▶ What the task asks
Print the entries below word for word; the pictures stay out of your copy.

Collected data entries
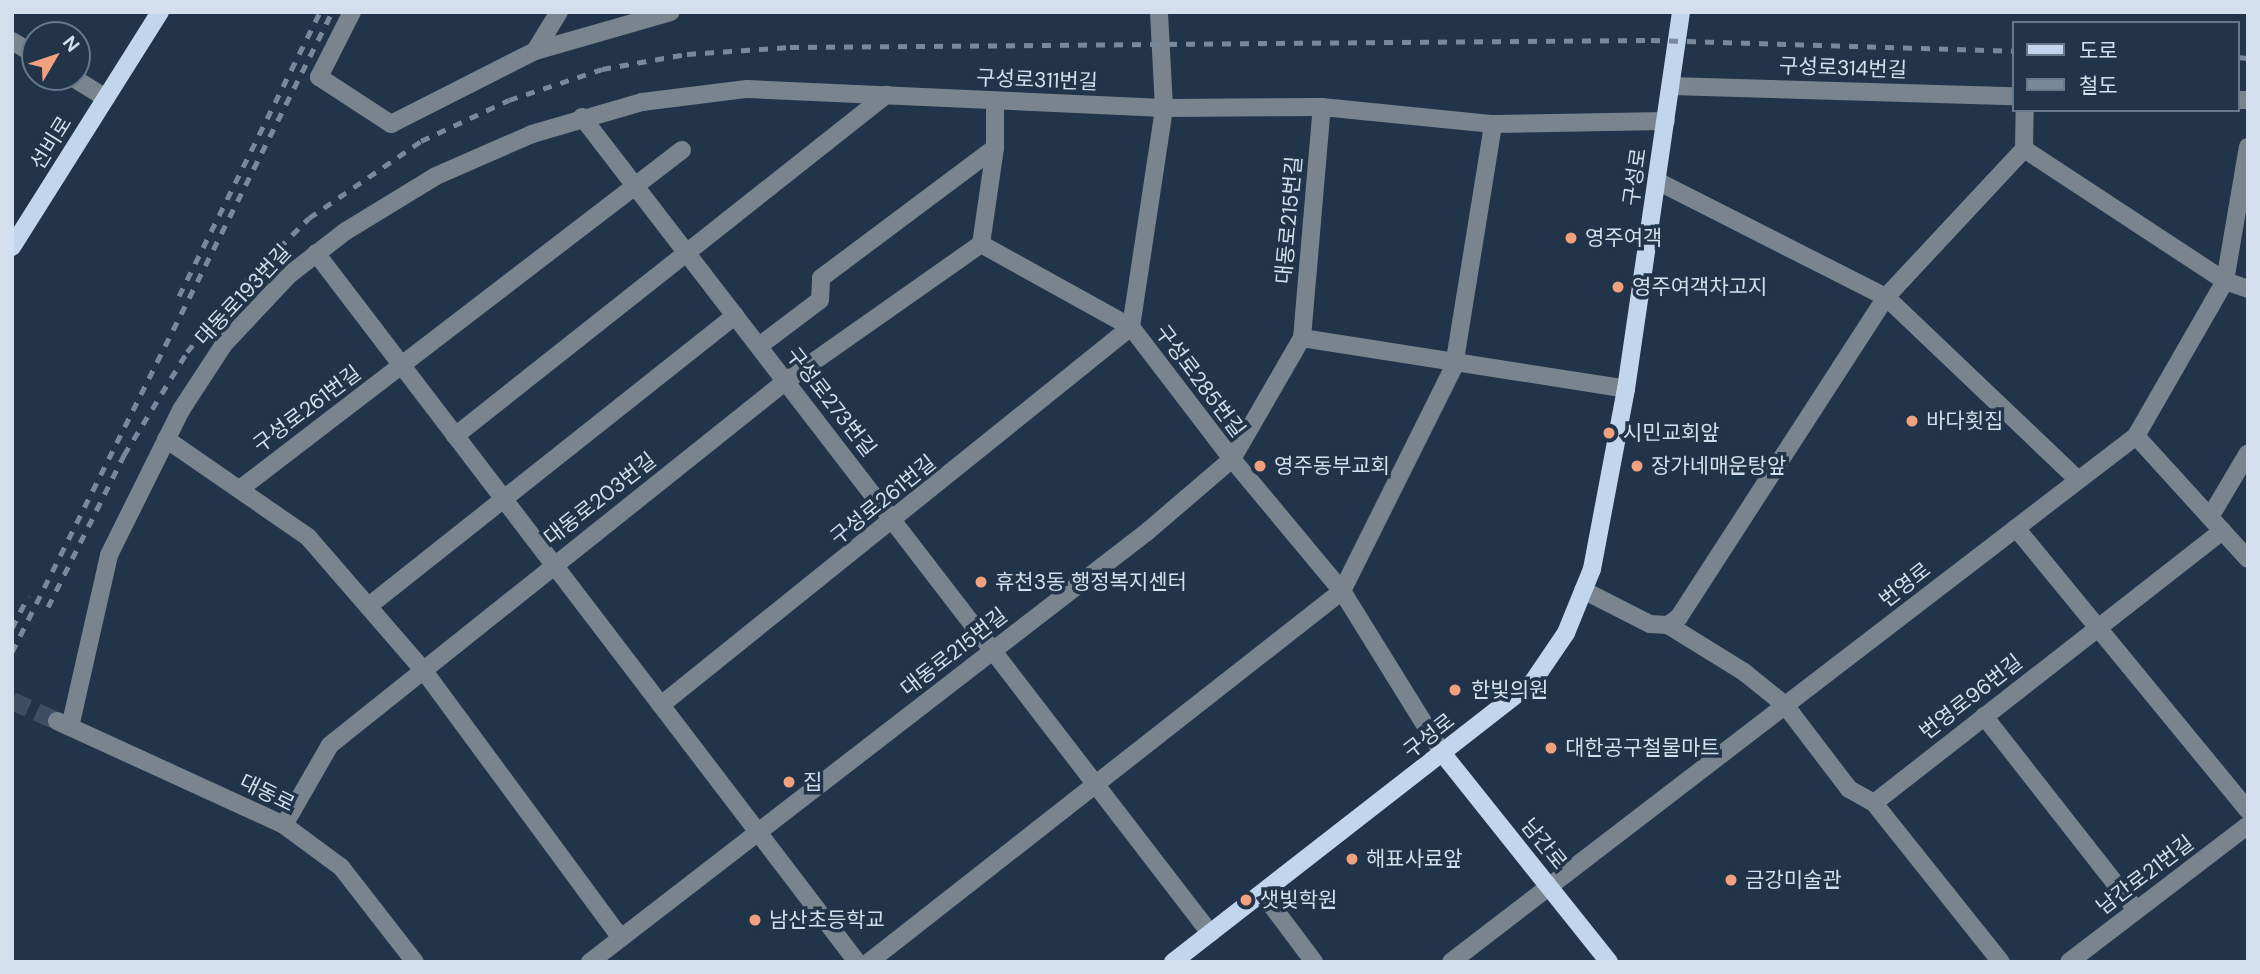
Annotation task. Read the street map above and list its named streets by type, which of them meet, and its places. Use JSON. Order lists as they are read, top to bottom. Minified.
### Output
{"streets":{"main road":["선비로","구성로","남간로"],"street":["구성로314번길","구성로311번길","대동로215번길","대동로193번길","구성로285번길","구성로273번길","구성로261번길","대동로203번길","번영로","번영로96번길","대동로","남간로21번길"]},"crossings":[["구성로314번길","구성로"],["구성로311번길","구성로"],["구성로311번길","대동로215번길"],["구성로311번길","대동로193번길"],["구성로311번길","구성로285번길"],["구성로311번길","구성로273번길"],["구성로","구성로285번길"],["구성로","구성로273번길"],["구성로","남간로"],["대동로215번길","구성로285번길"],["대동로215번길","구성로273번길"],["대동로193번길","구성로273번길"],["대동로193번길","대동로"],["구성로285번길","구성로261번길"],["구성로285번길","대동로203번길"],["구성로285번길","남간로"],["구성로273번길","구성로261번길"],["구성로273번길","대동로203번길"],["대동로203번길","대동로"],["번영로","남간로"]],"places":["영주여객","영주여객차고지","바다횟집","시민교회앞","영주동부교회","장가네매운탕앞","휴천3동 행정복지센터","한빛의원","대한공구철물마트","집","해표사료앞","금강미술관","샛빛학원","남산초등학교"],"legend":["도로","철도"],"north":"top right"}
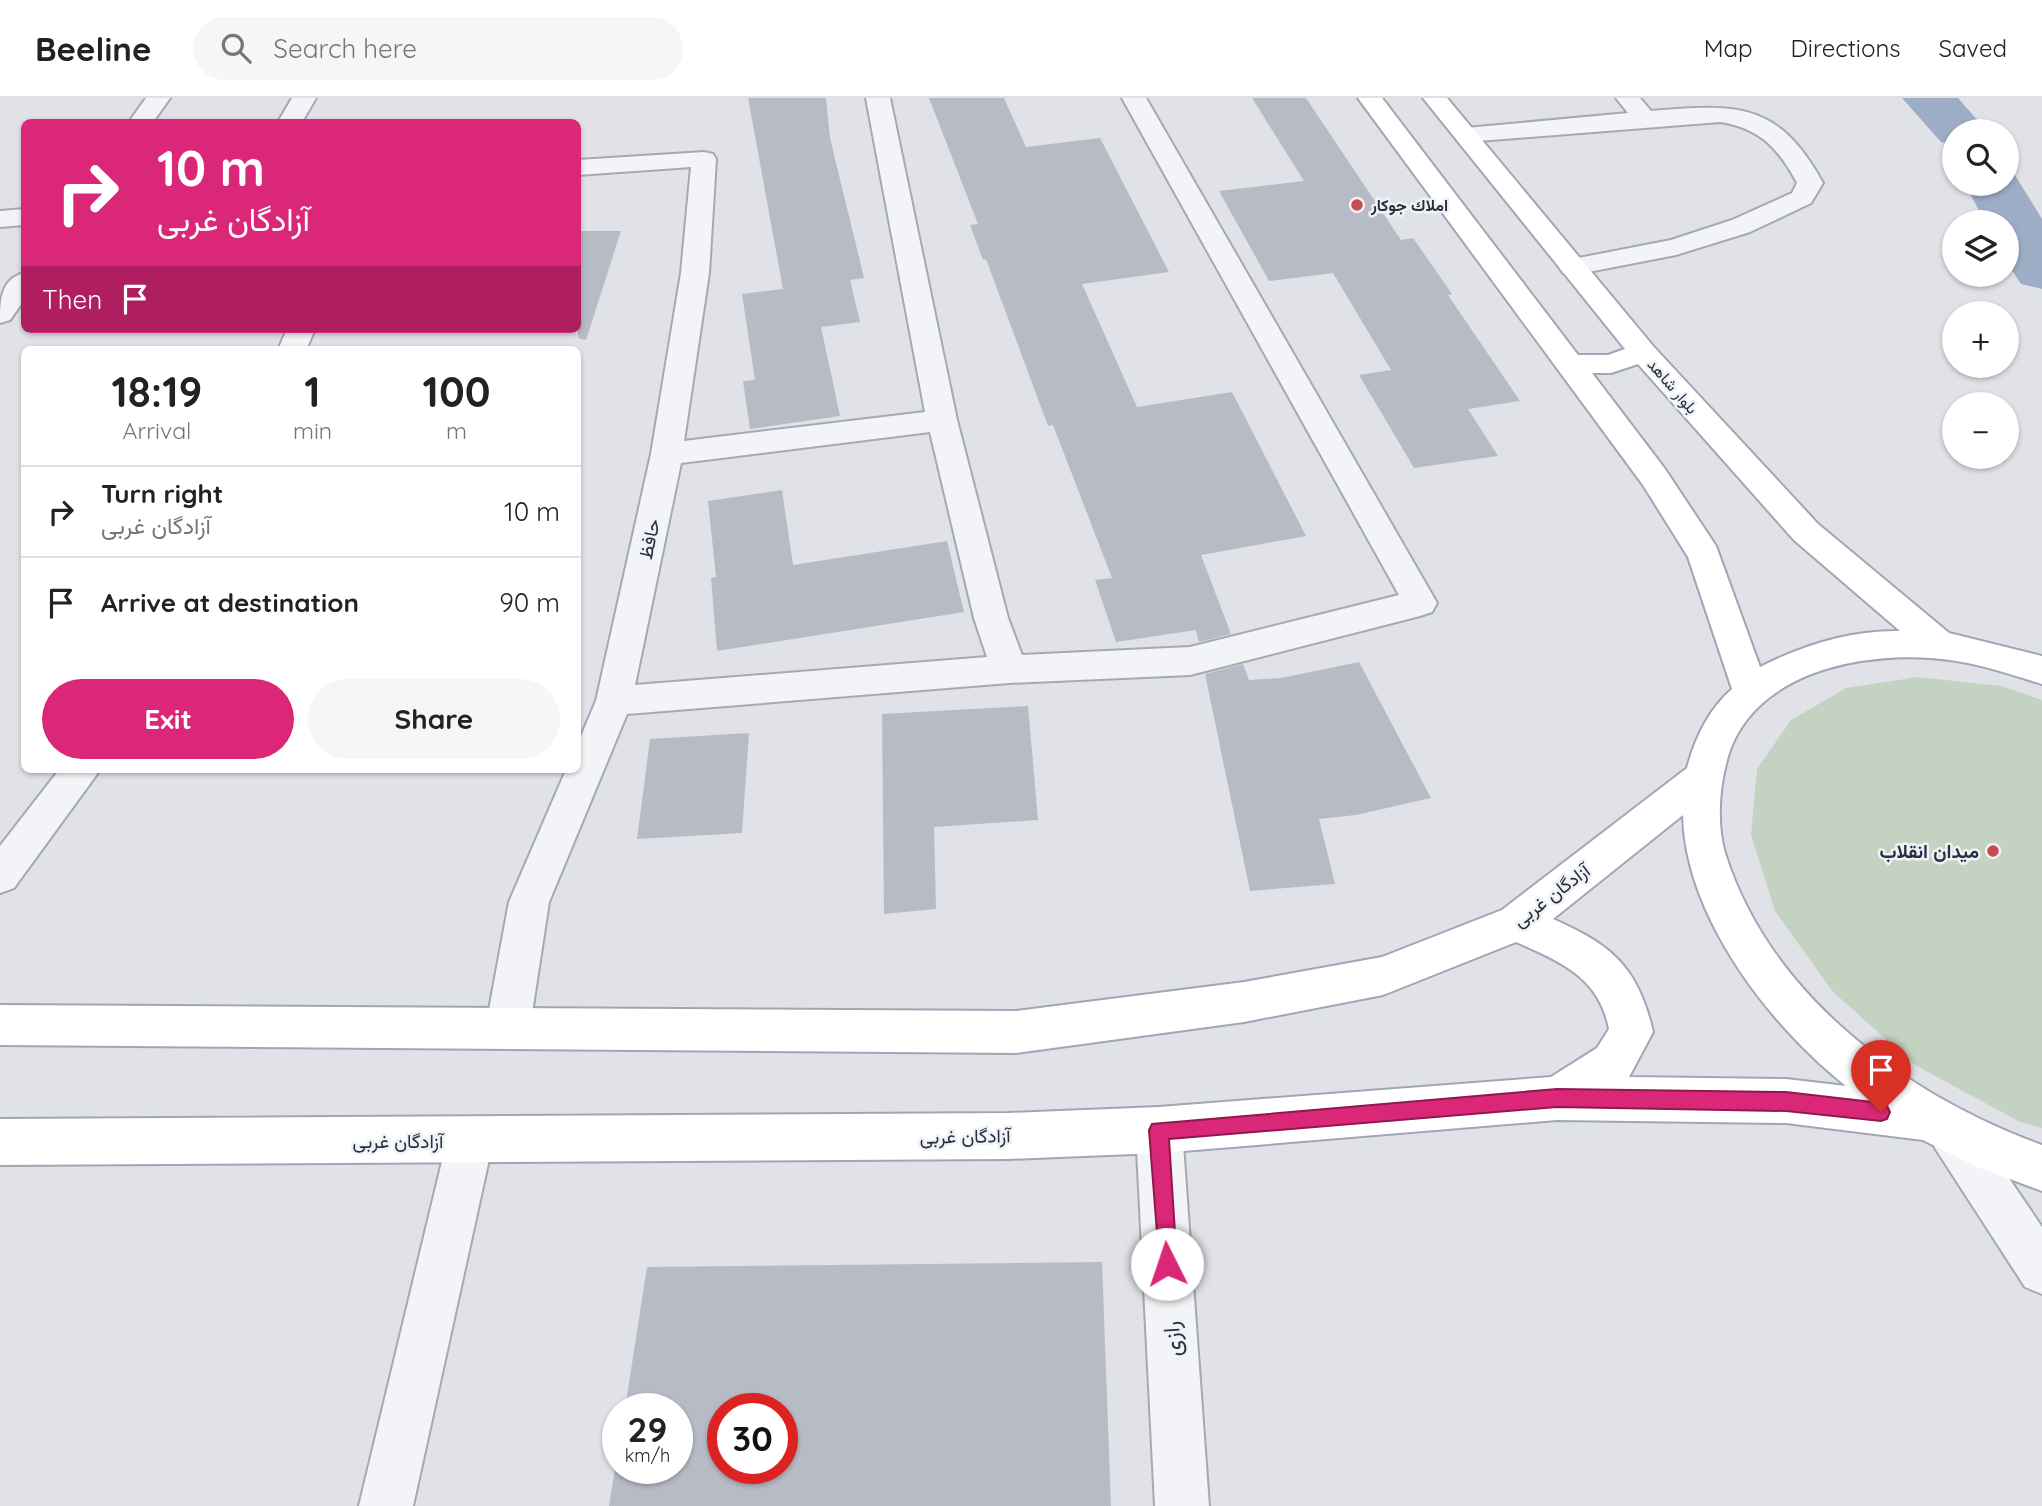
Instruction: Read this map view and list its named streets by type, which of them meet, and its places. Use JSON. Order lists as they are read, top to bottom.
{
  "streets": {
    "main road": ["بلوار شاهد", "آزادگان غربی"],
    "street": ["حافظ", "رازی"]
  },
  "crossings": [
    ["حافظ", "آزادگان غربی"],
    ["آزادگان غربی", "رازی"]
  ],
  "places": ["املاك جوكار", "میدان انقلاب"],
  "page": {
    "header": "Beeline",
    "search": "Search here",
    "nav": ["Map", "Directions", "Saved"],
    "map_buttons": ["+", "−"],
    "turn": ["10 m", "آزادگان غربی"],
    "then": "Then",
    "eta": [
      "18:19",
      "Arrival",
      "1",
      "min",
      "100",
      "m"
    ],
    "list": [
      {
        "name": "Turn right",
        "note": "آزادگان غربی",
        "value": "10 m"
      },
      {
        "name": "Arrive at destination",
        "value": "90 m"
      }
    ],
    "buttons": ["Exit", "Share"],
    "speed": "29 km/h",
    "limit": "30"
  }
}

▶ Solution
Annotation task. Read the street map above and list its named streets by type, which of them meet, and its places. Use JSON. Order lists as they are read, top to bottom. Minified.
### Output
{"streets":{"main road":["선비로","구성로","남간로"],"street":["구성로314번길","구성로311번길","대동로215번길","대동로193번길","구성로285번길","구성로273번길","구성로261번길","대동로203번길","번영로","번영로96번길","대동로","남간로21번길"]},"crossings":[["구성로314번길","구성로"],["구성로311번길","구성로"],["구성로311번길","대동로215번길"],["구성로311번길","대동로193번길"],["구성로311번길","구성로285번길"],["구성로311번길","구성로273번길"],["구성로","구성로285번길"],["구성로","구성로273번길"],["구성로","남간로"],["대동로215번길","구성로285번길"],["대동로215번길","구성로273번길"],["대동로193번길","구성로273번길"],["대동로193번길","대동로"],["구성로285번길","구성로261번길"],["구성로285번길","대동로203번길"],["구성로285번길","남간로"],["구성로273번길","구성로261번길"],["구성로273번길","대동로203번길"],["대동로203번길","대동로"],["번영로","남간로"]],"places":["영주여객","영주여객차고지","바다횟집","시민교회앞","영주동부교회","장가네매운탕앞","휴천3동 행정복지센터","한빛의원","대한공구철물마트","집","해표사료앞","금강미술관","샛빛학원","남산초등학교"],"legend":["도로","철도"],"north":"top right"}
Instruction: Read this map view and list its named streets by type, which of them meet, and its places. Use JSON. Order lists as they are read, top to bottom.
{
  "streets": {
    "main road": ["بلوار شاهد", "آزادگان غربی"],
    "street": ["حافظ", "رازی"]
  },
  "crossings": [
    ["حافظ", "آزادگان غربی"],
    ["آزادگان غربی", "رازی"]
  ],
  "places": ["املاك جوكار", "میدان انقلاب"],
  "page": {
    "header": "Beeline",
    "search": "Search here",
    "nav": ["Map", "Directions", "Saved"],
    "map_buttons": ["+", "−"],
    "turn": ["10 m", "آزادگان غربی"],
    "then": "Then",
    "eta": [
      "18:19",
      "Arrival",
      "1",
      "min",
      "100",
      "m"
    ],
    "list": [
      {
        "name": "Turn right",
        "note": "آزادگان غربی",
        "value": "10 m"
      },
      {
        "name": "Arrive at destination",
        "value": "90 m"
      }
    ],
    "buttons": ["Exit", "Share"],
    "speed": "29 km/h",
    "limit": "30"
  }
}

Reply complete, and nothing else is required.